### Your instructions
Every line that holds the word "hidden" needs to be copied from the data below.

### Information given
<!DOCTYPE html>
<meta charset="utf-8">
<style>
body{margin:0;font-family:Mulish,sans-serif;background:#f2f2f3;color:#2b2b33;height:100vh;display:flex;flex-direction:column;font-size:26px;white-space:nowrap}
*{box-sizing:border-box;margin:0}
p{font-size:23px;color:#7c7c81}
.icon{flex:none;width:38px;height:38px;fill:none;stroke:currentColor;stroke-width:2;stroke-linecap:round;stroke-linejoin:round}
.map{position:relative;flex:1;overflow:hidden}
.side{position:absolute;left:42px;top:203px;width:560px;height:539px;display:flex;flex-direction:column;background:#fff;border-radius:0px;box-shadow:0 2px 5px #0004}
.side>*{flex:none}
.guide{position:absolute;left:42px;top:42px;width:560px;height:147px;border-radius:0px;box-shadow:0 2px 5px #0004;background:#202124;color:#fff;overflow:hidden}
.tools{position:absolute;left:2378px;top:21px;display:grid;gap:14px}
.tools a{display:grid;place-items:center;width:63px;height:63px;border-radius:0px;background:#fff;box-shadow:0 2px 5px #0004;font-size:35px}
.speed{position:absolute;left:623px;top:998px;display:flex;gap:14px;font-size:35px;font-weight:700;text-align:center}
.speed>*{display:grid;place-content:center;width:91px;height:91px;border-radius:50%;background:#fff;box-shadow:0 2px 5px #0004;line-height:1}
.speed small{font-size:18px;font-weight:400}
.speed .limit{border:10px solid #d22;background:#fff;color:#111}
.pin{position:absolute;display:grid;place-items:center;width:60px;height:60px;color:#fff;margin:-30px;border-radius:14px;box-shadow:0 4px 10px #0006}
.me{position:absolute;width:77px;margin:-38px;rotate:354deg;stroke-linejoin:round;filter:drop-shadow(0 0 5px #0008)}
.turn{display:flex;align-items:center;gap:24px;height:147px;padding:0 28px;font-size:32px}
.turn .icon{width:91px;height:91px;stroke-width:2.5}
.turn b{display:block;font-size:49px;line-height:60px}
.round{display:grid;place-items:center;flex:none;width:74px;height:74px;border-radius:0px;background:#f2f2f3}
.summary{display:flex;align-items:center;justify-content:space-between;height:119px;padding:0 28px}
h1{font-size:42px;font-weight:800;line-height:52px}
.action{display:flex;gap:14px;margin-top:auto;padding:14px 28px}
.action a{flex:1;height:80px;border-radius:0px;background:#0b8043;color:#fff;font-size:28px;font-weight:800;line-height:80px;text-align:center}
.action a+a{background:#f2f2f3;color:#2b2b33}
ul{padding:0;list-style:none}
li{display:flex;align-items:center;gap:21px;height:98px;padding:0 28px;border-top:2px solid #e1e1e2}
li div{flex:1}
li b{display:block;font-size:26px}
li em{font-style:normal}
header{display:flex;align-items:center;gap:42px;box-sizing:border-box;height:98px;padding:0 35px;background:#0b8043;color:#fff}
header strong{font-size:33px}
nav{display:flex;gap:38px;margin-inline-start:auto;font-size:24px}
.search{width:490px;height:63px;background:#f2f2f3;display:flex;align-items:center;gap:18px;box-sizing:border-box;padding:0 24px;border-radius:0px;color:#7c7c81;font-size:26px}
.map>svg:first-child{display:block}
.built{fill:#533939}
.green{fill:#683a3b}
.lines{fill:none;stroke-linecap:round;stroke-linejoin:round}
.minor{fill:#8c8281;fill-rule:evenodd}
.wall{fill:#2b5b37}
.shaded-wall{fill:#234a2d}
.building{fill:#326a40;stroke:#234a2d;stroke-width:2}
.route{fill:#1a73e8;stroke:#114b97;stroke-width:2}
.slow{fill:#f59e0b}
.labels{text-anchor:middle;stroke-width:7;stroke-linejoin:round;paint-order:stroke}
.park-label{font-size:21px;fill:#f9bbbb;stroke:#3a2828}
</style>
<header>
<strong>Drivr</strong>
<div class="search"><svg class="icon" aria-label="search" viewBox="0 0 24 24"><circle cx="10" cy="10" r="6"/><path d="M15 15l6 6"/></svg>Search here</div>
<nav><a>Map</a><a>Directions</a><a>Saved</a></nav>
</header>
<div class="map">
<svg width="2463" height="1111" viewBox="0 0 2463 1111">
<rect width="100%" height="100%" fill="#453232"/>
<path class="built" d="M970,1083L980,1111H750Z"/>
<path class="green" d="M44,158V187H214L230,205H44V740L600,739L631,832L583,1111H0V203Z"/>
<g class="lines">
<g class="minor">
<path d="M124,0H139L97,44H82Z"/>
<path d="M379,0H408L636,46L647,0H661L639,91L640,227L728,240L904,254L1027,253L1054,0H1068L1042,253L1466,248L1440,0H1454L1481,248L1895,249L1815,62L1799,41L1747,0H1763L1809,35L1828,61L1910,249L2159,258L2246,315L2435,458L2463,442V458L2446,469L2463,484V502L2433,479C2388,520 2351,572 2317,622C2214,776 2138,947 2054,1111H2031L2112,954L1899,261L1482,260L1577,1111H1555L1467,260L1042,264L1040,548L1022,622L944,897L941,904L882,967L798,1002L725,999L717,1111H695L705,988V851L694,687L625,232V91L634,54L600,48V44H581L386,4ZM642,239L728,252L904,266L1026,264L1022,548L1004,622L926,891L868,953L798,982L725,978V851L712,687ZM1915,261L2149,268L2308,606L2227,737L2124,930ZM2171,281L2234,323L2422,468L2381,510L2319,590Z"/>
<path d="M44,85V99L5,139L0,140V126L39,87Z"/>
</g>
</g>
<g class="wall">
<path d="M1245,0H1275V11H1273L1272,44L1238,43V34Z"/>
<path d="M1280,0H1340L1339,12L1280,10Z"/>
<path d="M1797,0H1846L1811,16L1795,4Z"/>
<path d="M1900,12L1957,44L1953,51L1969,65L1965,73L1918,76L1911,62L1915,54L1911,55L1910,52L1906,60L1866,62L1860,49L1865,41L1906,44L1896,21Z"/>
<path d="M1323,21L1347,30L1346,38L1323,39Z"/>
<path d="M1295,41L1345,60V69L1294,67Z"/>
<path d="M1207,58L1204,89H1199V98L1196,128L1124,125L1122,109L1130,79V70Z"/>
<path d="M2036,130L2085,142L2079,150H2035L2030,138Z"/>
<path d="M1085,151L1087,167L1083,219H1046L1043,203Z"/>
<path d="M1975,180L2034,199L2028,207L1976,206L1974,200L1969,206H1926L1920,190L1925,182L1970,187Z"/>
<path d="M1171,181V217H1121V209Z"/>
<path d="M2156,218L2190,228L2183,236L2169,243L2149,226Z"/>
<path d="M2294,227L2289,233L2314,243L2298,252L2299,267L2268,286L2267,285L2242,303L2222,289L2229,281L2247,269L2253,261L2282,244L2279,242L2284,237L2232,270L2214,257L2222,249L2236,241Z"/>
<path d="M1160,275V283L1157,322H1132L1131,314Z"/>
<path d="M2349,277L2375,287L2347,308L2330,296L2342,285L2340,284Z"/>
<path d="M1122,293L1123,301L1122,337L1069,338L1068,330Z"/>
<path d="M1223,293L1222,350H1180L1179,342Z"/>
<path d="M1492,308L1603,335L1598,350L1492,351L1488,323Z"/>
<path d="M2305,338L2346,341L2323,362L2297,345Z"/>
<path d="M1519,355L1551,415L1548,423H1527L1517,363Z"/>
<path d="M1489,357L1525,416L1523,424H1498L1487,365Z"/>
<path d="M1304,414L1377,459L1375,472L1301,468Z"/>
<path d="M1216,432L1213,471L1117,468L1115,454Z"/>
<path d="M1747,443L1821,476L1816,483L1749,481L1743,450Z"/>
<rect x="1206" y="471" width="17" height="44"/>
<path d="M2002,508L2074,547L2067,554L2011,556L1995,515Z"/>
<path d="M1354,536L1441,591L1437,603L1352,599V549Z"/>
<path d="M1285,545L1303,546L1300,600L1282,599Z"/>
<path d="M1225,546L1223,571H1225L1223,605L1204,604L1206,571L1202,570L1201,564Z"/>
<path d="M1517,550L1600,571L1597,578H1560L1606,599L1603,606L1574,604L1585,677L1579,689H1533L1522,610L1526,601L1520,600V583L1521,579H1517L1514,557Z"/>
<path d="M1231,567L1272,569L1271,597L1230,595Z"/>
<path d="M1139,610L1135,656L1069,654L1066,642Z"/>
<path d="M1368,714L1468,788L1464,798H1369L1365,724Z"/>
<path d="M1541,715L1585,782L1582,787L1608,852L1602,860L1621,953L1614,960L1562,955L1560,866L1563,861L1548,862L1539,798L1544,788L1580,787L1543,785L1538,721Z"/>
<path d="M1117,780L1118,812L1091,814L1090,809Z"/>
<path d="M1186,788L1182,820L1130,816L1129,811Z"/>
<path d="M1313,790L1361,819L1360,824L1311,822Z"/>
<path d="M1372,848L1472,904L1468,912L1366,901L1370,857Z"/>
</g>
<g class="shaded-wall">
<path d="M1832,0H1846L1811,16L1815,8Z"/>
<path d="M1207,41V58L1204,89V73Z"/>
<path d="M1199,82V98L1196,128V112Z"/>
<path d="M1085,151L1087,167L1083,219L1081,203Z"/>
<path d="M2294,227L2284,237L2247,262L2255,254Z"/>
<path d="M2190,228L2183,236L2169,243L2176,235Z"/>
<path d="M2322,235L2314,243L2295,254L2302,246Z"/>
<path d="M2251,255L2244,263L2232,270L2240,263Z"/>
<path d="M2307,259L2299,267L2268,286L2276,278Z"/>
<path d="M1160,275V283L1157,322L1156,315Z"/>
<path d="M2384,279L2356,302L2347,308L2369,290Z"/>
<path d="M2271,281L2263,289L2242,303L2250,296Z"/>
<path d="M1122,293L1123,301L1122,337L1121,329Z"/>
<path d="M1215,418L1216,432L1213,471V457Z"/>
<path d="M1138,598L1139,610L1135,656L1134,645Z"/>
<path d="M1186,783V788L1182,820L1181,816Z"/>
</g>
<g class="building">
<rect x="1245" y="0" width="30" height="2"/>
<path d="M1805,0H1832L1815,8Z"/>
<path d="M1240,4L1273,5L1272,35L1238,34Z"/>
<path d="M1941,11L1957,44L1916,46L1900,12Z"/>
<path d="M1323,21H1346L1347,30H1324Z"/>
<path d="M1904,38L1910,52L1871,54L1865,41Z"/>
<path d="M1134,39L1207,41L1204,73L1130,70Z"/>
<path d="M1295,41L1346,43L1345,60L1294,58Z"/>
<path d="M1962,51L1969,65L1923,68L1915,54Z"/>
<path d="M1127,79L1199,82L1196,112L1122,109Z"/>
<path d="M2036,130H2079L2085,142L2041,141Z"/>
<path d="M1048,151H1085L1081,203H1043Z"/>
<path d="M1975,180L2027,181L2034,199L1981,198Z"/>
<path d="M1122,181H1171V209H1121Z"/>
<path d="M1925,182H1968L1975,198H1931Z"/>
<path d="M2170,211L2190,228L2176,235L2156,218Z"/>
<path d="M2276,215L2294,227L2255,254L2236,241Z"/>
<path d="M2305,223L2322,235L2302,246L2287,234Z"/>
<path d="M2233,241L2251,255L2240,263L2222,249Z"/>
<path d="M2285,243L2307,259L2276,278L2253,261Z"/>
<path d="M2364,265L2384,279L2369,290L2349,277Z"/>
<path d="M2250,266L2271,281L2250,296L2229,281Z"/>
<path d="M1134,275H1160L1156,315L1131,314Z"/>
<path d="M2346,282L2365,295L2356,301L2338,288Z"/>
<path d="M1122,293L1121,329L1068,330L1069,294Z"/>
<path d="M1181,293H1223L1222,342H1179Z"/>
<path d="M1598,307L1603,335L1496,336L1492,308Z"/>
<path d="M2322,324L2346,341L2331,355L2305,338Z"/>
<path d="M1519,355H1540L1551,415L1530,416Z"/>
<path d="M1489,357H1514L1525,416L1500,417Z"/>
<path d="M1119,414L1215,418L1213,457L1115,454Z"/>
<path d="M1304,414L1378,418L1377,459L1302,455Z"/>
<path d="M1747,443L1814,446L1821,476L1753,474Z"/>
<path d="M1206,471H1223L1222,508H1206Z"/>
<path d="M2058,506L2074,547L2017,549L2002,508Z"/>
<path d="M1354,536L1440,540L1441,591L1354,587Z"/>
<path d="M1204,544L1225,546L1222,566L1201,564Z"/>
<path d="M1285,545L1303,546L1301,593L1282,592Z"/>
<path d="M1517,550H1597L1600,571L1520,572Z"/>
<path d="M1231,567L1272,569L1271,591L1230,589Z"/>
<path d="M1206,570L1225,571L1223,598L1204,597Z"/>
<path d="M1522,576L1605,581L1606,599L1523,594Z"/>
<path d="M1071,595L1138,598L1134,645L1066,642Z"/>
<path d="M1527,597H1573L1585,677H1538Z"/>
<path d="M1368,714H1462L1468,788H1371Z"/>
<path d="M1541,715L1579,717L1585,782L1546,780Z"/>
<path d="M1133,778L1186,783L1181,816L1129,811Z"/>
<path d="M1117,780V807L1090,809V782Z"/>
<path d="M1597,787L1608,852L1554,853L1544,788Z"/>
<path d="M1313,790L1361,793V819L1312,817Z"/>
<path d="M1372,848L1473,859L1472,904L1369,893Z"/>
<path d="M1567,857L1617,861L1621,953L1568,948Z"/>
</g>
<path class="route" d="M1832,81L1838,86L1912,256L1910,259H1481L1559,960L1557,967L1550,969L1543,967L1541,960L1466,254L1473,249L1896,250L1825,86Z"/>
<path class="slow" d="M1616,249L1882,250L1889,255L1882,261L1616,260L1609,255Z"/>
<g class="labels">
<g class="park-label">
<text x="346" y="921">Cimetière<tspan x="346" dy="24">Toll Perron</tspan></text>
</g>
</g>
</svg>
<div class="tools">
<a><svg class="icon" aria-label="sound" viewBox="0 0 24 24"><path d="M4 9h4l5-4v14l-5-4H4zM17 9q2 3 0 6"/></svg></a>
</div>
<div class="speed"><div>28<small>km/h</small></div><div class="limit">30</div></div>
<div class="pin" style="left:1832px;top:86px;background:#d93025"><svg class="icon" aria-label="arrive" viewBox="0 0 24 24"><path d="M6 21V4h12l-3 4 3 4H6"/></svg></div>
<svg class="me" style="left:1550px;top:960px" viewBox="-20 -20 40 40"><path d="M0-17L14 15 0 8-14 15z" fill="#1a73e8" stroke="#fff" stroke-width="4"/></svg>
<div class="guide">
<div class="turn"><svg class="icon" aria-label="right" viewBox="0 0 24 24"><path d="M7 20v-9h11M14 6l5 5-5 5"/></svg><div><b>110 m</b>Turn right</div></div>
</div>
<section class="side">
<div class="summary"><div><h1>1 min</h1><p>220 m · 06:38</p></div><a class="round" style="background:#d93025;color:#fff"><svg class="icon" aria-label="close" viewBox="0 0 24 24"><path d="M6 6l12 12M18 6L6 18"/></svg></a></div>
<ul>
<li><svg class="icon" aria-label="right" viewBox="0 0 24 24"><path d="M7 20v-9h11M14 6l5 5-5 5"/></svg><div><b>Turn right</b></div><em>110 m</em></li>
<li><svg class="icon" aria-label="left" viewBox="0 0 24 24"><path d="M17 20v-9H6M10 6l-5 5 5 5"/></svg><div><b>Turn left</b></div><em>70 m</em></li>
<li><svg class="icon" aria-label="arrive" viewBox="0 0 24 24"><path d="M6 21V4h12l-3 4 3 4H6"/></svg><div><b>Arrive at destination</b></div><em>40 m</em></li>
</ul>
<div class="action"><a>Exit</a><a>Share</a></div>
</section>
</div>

### Exercise answer
.map{position:relative;flex:1;overflow:hidden}
.guide{position:absolute;left:42px;top:42px;width:560px;height:147px;border-radius:0px;box-shadow:0 2px 5px #0004;background:#202124;color:#fff;overflow:hidden}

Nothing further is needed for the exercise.